▸ Records shown:
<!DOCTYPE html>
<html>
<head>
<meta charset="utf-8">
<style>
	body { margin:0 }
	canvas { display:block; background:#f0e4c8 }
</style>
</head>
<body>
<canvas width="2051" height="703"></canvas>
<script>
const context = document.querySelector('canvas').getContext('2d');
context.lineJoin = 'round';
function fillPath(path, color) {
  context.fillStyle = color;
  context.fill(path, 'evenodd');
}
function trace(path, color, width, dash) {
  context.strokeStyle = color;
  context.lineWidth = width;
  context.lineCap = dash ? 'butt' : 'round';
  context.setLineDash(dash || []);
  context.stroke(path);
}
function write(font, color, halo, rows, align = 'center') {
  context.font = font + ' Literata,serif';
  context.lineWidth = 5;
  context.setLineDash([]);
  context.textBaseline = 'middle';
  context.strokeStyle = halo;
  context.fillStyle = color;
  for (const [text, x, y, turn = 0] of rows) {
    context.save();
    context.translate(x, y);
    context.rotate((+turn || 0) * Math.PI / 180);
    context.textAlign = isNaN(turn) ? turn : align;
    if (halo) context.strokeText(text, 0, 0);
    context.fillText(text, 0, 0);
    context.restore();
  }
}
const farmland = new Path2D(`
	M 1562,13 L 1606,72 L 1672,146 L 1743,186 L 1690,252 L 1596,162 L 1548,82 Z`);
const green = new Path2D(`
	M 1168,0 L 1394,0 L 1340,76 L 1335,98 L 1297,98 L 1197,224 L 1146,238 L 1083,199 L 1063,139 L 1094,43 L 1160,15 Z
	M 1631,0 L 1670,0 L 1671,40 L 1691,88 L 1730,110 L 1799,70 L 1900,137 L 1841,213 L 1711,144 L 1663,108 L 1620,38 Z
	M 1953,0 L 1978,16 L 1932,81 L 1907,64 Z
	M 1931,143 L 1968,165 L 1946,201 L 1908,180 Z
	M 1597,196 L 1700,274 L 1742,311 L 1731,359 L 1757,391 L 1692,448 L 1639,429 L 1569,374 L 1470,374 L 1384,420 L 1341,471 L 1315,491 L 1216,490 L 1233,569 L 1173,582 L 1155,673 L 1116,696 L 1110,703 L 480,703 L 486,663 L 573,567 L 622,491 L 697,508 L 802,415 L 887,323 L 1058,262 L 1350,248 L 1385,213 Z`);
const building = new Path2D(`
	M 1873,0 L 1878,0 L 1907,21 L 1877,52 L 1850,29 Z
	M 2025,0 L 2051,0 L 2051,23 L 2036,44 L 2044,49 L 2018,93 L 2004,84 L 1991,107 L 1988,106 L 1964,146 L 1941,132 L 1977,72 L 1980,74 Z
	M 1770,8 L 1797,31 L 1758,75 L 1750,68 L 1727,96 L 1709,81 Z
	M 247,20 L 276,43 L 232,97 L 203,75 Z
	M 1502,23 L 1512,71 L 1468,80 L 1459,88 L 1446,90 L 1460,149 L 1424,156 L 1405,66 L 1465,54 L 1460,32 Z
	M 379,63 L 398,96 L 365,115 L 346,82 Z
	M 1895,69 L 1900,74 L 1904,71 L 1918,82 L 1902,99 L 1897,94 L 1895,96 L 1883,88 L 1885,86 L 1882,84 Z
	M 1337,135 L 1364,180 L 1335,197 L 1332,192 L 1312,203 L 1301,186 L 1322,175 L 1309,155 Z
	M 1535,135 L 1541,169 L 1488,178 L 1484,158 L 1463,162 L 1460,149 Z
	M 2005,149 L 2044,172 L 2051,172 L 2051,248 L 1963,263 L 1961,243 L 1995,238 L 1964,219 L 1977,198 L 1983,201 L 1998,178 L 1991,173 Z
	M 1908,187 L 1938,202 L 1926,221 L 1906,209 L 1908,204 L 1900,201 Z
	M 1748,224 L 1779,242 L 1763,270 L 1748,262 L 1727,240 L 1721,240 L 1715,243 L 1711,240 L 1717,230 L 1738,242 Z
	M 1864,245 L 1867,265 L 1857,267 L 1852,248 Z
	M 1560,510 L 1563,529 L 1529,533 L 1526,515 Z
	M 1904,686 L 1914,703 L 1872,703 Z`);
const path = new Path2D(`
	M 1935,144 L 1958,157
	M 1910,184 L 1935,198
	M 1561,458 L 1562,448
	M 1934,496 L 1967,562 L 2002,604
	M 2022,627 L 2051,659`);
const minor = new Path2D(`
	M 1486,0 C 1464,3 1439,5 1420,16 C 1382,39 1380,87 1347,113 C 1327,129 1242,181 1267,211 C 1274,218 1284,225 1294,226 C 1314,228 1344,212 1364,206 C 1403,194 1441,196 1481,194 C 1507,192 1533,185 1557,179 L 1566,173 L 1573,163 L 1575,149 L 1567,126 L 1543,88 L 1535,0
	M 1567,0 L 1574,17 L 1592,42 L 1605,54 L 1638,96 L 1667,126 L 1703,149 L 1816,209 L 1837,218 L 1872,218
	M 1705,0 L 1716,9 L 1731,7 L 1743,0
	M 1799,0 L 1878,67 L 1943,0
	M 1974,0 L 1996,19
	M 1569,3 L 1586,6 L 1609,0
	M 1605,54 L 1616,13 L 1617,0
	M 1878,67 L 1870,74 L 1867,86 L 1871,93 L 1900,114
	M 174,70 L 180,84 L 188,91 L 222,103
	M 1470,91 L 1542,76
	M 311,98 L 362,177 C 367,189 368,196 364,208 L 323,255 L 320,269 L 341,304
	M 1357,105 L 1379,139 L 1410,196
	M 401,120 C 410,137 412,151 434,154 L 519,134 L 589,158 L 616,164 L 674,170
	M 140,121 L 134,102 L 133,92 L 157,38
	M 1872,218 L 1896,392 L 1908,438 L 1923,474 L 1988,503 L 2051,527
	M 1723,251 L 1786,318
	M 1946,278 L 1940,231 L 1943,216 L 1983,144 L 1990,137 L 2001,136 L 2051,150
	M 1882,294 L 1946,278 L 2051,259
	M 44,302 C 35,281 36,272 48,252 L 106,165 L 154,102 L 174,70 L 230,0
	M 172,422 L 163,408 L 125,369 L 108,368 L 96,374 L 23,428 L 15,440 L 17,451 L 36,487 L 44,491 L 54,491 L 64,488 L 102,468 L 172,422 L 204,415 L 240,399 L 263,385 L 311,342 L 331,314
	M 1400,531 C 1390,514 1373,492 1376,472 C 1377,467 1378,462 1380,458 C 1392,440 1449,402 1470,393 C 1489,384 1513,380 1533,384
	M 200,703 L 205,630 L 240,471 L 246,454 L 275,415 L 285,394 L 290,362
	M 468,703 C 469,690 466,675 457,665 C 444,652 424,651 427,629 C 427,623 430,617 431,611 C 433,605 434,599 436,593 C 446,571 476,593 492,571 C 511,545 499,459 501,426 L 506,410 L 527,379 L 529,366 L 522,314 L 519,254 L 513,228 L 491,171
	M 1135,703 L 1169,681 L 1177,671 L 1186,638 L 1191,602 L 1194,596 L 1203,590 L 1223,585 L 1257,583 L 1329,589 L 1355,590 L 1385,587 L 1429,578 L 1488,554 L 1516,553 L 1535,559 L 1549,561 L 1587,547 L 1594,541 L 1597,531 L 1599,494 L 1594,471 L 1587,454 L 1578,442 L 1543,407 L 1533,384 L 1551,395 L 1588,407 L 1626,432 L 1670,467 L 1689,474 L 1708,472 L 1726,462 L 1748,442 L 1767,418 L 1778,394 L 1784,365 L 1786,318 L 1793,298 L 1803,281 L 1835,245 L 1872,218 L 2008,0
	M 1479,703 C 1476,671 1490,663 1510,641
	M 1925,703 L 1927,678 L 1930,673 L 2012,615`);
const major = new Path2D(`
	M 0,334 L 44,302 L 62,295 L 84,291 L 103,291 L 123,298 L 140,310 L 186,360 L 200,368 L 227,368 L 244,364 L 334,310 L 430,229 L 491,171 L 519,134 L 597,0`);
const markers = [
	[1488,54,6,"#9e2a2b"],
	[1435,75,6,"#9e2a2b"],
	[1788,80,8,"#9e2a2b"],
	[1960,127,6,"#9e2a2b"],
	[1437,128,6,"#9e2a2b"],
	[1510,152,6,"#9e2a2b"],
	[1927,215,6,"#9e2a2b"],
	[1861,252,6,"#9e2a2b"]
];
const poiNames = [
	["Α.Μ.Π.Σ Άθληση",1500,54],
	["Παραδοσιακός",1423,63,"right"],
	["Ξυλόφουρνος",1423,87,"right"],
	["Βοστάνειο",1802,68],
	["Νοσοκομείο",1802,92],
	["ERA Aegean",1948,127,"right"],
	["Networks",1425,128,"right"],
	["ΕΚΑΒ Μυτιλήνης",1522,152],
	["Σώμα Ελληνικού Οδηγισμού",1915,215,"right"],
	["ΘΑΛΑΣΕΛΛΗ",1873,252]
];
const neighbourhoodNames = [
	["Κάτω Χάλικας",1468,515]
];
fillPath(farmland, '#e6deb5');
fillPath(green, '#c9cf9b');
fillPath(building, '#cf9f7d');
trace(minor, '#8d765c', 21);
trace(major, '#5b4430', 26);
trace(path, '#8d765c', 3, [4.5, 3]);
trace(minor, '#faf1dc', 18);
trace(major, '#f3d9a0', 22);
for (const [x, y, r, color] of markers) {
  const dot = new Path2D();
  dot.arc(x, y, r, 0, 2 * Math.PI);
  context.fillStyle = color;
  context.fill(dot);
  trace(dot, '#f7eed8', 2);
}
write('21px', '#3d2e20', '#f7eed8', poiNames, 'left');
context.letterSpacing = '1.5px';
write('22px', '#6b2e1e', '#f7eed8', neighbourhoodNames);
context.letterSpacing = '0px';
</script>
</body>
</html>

▸ Goal of the exercise: In the answer, return exactly the lines from the line containing "for (const [x, y, r, color]" to the end of the records above, and no others.

▸ Solution to the problem:
for (const [x, y, r, color] of markers) {
  const dot = new Path2D();
  dot.arc(x, y, r, 0, 2 * Math.PI);
  context.fillStyle = color;
  context.fill(dot);
  trace(dot, '#f7eed8', 2);
}
write('21px', '#3d2e20', '#f7eed8', poiNames, 'left');
context.letterSpacing = '1.5px';
write('22px', '#6b2e1e', '#f7eed8', neighbourhoodNames);
context.letterSpacing = '0px';
</script>
</body>
</html>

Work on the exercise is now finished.